Though Lemmy and Mastodon are public sites, and their structures are open-source I guess? (I’m not a programmer/coder), can they really dodge the ability of AI s to collect/track any data everytime they search everywhere on Internet?
Though Lemmy and Mastodon are public sites, and their structures are open-source I guess? (I’m not a programmer/coder), can they really dodge the ability of AI s to collect/track any data everytime they search everywhere on Internet?
Radical and altogether stupid idea (but a fun thought) is this:
Were lemmy to have a certain percentage of AI content seamlessly incorporated into its corpus of text, it would become useless for training LLMs on (see this paper for more technical details on the effects of training LLMs on their own outputs, a phenomenon called “model collapse”).
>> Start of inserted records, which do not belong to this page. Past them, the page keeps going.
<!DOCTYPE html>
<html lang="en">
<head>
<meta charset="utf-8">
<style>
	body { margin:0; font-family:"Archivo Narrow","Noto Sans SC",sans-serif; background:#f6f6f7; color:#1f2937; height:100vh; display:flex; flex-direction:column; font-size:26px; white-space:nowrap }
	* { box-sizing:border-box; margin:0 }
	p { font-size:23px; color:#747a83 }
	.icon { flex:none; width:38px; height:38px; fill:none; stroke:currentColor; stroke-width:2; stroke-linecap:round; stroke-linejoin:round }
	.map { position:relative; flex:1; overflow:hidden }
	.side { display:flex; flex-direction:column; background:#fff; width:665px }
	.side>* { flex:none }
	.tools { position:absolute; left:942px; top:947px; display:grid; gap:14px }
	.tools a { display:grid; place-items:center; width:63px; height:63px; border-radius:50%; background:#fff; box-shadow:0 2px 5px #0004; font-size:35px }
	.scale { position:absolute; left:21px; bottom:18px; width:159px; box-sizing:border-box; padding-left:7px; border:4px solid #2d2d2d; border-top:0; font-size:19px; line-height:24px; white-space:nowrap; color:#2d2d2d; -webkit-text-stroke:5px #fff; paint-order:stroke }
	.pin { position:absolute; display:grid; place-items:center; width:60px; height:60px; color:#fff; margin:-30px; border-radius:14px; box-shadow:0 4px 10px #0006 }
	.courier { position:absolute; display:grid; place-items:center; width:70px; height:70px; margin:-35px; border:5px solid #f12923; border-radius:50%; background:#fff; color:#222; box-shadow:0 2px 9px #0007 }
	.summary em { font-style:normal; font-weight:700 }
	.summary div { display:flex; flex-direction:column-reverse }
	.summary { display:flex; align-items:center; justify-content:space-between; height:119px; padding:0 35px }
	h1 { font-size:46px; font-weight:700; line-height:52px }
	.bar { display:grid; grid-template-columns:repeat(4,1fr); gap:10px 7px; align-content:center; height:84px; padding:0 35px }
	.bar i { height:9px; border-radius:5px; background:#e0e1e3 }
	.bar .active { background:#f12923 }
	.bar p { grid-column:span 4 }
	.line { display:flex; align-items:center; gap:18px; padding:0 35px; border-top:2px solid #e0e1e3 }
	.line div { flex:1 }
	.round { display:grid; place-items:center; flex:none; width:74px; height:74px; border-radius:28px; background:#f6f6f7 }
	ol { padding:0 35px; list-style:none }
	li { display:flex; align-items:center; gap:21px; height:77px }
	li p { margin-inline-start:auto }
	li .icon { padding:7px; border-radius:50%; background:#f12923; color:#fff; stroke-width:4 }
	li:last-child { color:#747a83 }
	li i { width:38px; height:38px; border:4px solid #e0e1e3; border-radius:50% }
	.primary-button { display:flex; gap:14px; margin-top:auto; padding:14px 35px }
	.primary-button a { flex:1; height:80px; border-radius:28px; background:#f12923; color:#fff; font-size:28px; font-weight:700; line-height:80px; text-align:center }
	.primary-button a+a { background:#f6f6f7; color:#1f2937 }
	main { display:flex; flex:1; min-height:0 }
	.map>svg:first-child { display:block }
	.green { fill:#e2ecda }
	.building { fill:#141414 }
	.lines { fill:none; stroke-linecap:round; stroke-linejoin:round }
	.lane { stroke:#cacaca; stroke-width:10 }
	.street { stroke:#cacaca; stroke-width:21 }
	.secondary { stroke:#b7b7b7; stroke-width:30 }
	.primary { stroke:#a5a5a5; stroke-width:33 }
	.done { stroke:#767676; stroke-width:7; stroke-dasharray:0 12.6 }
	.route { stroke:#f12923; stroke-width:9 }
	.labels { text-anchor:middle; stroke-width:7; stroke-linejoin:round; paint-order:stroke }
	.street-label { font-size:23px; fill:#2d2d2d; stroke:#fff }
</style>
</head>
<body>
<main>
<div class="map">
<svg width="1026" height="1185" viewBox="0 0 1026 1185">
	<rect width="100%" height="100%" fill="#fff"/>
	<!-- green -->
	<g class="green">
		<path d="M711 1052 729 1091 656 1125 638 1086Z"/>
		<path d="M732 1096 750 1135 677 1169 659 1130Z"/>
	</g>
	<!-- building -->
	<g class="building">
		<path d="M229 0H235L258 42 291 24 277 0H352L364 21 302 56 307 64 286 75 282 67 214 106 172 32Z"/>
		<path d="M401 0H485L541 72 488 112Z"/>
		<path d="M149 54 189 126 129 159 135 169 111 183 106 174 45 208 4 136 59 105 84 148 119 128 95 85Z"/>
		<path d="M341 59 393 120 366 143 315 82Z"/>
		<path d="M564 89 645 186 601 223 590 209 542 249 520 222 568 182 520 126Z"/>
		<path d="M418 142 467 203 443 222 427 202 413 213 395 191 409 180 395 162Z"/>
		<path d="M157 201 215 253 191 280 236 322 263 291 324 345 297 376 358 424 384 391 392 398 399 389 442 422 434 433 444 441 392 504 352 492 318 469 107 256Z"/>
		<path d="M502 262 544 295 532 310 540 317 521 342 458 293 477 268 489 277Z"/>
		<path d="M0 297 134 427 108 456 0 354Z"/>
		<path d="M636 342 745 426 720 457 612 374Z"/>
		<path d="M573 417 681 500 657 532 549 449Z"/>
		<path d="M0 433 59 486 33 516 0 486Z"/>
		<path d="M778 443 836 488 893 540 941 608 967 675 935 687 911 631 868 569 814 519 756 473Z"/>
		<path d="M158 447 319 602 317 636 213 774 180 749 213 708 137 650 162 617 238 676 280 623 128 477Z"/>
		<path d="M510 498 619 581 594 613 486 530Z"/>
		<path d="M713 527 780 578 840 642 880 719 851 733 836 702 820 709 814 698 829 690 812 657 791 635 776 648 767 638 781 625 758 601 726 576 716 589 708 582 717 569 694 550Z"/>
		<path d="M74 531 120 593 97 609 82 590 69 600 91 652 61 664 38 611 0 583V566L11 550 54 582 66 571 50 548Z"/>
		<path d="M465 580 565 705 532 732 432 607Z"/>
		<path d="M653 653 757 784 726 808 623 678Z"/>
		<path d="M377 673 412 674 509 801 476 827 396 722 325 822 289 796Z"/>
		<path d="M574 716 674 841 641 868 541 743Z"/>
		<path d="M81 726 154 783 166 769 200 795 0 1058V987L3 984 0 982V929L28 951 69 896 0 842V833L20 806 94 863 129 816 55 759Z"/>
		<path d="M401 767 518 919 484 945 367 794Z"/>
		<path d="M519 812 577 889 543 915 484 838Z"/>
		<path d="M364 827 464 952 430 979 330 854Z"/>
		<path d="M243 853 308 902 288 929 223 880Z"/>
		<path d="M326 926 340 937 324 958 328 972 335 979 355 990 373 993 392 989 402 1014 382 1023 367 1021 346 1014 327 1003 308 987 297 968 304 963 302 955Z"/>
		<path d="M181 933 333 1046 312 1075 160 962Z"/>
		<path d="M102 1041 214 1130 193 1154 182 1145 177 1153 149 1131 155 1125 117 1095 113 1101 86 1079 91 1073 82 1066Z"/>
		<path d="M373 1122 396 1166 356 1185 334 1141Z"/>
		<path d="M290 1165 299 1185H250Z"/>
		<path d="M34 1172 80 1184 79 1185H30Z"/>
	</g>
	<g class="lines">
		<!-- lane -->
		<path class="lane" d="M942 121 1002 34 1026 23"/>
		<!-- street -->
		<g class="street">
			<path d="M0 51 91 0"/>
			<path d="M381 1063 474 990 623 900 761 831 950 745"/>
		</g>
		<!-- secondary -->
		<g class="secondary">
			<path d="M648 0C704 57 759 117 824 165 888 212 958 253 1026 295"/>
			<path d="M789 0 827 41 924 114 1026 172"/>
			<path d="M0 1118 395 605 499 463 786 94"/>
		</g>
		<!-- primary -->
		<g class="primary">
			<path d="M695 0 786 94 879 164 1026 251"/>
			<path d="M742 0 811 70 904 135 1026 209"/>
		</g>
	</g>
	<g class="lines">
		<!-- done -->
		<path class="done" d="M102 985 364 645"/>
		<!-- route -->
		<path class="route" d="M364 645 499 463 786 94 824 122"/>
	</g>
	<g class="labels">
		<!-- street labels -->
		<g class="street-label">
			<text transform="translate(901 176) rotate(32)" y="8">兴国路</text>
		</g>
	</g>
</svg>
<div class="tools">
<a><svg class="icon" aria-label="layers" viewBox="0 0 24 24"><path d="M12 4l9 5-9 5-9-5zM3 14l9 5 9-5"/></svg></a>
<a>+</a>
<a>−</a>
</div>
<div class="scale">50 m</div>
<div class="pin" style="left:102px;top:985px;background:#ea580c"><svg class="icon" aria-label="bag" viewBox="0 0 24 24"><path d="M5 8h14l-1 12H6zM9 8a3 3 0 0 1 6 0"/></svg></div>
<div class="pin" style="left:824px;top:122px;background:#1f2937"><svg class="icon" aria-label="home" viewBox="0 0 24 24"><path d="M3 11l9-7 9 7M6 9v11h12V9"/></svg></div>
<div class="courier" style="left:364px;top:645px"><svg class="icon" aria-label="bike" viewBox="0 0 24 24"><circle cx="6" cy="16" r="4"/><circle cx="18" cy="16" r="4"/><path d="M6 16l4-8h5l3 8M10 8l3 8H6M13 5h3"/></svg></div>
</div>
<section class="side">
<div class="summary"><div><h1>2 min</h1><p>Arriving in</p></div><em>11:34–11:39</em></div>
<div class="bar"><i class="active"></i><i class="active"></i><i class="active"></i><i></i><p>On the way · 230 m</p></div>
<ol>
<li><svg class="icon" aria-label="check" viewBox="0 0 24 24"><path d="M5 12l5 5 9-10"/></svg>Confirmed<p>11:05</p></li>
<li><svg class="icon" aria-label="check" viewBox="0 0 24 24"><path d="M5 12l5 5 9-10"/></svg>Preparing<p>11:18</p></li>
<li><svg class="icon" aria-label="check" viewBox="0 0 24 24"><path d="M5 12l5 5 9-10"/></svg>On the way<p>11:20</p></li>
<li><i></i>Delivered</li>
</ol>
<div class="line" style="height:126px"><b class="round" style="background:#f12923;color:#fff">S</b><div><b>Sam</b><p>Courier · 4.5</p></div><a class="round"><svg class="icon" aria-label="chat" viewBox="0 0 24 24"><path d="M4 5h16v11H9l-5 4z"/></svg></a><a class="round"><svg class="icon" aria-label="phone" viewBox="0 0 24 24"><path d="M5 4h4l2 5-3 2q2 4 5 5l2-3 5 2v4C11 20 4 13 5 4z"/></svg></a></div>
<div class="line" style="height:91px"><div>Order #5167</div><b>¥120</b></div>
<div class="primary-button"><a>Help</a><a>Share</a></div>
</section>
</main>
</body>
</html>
In effect this would sort of “poison the well”, though given that we all drink the water, the hope would be that our tolerance for a mild amount of AI corruption would be higher than an LLM creator’s.
This poisoning approach amusingly benefits from being a thing that could be advertised heavily, basically saying “lemmy is useless for training LLMs, don’t bother with it”.
Now I must say personally I think that I don’t really think this is a sensible or viable strategy, and that I think the well is already poisoned in this regard (as I think there is already a non-negligible amount of LLM-sourced content on lemmy). But yes, a fun approach to consider: trading integrity for privacy.